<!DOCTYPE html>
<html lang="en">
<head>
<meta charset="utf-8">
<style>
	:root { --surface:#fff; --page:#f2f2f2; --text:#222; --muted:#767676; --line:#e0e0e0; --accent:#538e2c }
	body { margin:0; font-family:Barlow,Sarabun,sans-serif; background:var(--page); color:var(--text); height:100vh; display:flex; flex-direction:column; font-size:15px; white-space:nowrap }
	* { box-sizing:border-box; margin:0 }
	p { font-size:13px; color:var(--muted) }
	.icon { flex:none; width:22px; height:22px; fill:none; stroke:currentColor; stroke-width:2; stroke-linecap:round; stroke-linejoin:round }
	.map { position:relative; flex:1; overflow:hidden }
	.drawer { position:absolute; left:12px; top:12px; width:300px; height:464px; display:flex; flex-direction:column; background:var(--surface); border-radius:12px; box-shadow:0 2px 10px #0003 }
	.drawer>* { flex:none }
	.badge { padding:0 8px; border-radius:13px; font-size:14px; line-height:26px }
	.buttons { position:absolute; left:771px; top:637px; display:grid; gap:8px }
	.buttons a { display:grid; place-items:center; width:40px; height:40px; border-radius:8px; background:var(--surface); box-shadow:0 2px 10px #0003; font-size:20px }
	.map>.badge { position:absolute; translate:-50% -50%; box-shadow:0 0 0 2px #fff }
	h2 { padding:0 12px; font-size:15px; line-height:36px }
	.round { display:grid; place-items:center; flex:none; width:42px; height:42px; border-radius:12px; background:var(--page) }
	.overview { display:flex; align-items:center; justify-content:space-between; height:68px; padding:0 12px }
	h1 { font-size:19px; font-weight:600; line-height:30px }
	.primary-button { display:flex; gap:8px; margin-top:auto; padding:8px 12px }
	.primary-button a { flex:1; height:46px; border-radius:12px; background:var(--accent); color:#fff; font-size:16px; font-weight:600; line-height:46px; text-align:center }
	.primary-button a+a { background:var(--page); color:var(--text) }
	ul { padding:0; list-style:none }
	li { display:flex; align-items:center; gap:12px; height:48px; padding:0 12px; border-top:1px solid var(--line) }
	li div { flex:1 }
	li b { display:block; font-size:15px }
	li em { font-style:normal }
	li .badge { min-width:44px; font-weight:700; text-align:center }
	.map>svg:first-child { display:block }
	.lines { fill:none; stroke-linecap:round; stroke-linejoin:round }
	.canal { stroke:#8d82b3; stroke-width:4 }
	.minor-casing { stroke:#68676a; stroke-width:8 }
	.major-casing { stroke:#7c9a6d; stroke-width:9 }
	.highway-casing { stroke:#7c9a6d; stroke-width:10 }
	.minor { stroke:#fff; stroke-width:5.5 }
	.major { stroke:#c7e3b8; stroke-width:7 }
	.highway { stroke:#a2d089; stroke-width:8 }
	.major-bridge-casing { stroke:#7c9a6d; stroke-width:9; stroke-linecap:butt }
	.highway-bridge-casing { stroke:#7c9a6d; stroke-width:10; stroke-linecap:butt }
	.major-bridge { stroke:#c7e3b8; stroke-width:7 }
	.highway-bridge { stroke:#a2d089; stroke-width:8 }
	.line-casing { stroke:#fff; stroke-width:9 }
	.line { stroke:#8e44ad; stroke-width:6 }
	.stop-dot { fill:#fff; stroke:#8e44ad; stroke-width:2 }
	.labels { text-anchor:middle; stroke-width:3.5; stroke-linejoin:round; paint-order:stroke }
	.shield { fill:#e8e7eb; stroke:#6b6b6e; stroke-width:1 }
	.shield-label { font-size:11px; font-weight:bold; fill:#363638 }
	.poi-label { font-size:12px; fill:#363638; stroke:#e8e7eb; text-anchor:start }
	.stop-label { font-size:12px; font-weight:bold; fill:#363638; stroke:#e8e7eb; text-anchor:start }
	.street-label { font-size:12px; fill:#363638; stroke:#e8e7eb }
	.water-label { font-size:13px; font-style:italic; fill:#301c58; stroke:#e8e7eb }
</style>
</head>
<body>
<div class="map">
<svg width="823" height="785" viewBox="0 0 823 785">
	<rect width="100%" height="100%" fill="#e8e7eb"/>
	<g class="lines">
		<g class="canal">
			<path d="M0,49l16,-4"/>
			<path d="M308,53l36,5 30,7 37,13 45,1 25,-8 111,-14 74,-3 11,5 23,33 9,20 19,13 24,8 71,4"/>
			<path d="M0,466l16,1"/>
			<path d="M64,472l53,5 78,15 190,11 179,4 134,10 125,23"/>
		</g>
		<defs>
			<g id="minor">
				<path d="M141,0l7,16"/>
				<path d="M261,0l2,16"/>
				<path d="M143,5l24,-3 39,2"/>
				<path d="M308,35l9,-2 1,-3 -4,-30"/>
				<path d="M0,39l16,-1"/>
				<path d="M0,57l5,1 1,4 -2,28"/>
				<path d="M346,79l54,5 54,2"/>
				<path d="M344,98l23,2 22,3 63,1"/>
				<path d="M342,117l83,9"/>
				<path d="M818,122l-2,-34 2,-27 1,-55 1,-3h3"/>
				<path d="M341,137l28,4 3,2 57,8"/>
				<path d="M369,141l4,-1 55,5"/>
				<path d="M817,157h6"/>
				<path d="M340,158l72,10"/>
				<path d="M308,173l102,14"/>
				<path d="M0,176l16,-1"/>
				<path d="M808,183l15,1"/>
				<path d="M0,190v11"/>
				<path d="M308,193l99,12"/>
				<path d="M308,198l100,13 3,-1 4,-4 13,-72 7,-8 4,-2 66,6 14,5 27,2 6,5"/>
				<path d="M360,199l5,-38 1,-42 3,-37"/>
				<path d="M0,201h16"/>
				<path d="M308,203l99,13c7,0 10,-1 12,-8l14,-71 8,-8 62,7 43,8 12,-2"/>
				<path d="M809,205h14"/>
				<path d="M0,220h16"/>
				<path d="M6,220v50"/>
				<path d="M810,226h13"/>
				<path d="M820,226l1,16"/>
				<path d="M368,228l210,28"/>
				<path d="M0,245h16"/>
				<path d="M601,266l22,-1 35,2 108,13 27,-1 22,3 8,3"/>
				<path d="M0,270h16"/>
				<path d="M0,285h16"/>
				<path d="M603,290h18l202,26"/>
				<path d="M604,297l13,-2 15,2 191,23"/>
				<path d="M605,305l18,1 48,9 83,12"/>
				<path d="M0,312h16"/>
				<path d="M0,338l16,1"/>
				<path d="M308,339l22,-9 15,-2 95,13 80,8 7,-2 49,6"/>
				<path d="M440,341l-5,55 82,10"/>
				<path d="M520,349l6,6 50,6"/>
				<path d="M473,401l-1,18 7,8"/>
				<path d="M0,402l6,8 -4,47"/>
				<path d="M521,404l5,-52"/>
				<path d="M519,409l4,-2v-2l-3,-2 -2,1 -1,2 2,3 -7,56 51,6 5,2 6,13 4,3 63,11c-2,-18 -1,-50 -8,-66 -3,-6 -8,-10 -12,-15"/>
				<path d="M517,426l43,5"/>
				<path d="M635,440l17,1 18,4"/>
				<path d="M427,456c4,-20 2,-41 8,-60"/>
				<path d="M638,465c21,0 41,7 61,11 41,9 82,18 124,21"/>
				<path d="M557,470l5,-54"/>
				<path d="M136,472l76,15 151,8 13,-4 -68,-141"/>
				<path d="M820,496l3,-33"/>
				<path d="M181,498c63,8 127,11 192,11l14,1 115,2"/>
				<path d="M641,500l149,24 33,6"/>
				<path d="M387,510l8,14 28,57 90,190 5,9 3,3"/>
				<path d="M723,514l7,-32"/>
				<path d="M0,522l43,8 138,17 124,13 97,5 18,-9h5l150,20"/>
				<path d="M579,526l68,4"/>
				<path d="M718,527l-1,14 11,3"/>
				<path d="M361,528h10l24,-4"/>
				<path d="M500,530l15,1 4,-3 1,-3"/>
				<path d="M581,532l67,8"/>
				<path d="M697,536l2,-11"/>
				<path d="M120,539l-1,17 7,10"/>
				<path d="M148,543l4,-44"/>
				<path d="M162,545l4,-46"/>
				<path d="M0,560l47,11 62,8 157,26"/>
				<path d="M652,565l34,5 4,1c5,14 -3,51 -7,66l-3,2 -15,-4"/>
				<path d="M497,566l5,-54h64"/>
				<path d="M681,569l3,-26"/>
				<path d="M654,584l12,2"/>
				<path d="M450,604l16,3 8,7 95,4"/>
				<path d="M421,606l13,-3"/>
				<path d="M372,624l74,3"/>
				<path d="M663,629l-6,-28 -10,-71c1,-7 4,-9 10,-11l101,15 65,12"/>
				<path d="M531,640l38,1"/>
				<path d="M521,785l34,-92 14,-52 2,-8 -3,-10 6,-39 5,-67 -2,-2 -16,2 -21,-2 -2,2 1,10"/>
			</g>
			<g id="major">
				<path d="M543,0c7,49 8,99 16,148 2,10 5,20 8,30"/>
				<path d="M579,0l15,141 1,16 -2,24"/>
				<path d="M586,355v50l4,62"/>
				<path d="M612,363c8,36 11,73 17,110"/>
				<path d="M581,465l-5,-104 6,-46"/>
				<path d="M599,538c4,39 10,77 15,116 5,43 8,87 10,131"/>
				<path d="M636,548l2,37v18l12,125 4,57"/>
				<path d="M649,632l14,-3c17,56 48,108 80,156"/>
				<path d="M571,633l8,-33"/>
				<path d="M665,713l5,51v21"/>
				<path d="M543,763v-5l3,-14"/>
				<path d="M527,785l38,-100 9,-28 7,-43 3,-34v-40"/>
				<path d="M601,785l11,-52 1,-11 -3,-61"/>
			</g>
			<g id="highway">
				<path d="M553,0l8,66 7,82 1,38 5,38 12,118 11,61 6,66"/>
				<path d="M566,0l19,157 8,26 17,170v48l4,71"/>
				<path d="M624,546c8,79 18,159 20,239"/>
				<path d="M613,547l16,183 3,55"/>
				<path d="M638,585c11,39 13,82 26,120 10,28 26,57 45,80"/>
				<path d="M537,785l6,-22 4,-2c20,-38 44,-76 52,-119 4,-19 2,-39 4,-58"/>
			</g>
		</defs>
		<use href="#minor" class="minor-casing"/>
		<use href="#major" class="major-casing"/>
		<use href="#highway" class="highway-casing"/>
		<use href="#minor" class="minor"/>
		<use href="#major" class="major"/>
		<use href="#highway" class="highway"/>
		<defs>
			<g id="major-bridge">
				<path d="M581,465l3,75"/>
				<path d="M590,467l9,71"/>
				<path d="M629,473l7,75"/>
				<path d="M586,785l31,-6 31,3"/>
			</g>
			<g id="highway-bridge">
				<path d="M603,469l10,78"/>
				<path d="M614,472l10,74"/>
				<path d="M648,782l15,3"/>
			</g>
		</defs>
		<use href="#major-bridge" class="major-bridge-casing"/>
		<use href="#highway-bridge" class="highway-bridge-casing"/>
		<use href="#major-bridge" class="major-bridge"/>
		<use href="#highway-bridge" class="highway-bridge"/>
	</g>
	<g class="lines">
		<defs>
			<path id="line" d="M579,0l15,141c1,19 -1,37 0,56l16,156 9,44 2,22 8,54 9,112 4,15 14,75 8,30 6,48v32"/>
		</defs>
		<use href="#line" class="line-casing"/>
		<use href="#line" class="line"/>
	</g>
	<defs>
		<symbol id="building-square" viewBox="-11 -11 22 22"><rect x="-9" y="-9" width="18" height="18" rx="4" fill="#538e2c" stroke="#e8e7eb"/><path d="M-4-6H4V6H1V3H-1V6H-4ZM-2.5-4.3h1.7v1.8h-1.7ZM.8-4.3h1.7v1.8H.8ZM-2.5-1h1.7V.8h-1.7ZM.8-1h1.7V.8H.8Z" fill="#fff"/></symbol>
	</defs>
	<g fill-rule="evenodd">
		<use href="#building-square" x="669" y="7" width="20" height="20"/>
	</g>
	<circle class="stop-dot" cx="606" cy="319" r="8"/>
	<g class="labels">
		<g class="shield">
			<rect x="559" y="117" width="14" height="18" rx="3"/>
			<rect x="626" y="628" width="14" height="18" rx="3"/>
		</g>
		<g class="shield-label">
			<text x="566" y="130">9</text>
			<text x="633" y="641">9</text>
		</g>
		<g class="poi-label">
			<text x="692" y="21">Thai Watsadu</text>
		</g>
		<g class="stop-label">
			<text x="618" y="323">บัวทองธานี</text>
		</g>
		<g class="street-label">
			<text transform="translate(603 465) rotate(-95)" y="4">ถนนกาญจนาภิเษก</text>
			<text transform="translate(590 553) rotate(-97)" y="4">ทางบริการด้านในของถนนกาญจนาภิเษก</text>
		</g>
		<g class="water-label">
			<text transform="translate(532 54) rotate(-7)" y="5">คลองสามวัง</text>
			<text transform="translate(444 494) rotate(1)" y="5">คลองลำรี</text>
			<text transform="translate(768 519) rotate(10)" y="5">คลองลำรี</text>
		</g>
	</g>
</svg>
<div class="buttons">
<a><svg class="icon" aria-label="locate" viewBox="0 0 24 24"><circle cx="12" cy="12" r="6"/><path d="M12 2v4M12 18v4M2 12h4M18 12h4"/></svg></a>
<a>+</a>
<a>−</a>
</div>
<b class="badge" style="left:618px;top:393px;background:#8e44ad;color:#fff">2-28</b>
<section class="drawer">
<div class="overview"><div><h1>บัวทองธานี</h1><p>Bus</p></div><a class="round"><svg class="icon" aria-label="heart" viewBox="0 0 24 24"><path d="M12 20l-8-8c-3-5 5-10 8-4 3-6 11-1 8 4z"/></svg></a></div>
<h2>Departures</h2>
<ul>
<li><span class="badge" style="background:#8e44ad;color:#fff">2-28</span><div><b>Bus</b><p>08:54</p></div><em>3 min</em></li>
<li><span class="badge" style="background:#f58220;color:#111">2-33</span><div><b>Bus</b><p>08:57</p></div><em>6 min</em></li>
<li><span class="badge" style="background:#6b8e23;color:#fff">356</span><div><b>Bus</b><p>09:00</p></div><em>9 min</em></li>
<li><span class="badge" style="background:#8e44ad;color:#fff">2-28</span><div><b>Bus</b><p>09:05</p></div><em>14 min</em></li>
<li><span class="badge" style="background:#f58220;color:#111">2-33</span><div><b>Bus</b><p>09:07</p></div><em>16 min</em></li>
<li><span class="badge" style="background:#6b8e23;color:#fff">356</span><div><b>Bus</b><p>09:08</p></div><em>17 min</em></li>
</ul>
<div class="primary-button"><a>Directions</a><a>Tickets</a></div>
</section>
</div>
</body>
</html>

= = = = = = =

* **About this task**
Restate the listing exactly, starting at its first line and ending at the line where "padding:0 12px; font-size:15px;" occurs; include both and no other lines.

* **Exercise response**
<!DOCTYPE html>
<html lang="en">
<head>
<meta charset="utf-8">
<style>
	:root { --surface:#fff; --page:#f2f2f2; --text:#222; --muted:#767676; --line:#e0e0e0; --accent:#538e2c }
	body { margin:0; font-family:Barlow,Sarabun,sans-serif; background:var(--page); color:var(--text); height:100vh; display:flex; flex-direction:column; font-size:15px; white-space:nowrap }
	* { box-sizing:border-box; margin:0 }
	p { font-size:13px; color:var(--muted) }
	.icon { flex:none; width:22px; height:22px; fill:none; stroke:currentColor; stroke-width:2; stroke-linecap:round; stroke-linejoin:round }
	.map { position:relative; flex:1; overflow:hidden }
	.drawer { position:absolute; left:12px; top:12px; width:300px; height:464px; display:flex; flex-direction:column; background:var(--surface); border-radius:12px; box-shadow:0 2px 10px #0003 }
	.drawer>* { flex:none }
	.badge { padding:0 8px; border-radius:13px; font-size:14px; line-height:26px }
	.buttons { position:absolute; left:771px; top:637px; display:grid; gap:8px }
	.buttons a { display:grid; place-items:center; width:40px; height:40px; border-radius:8px; background:var(--surface); box-shadow:0 2px 10px #0003; font-size:20px }
	.map>.badge { position:absolute; translate:-50% -50%; box-shadow:0 0 0 2px #fff }
	h2 { padding:0 12px; font-size:15px; line-height:36px }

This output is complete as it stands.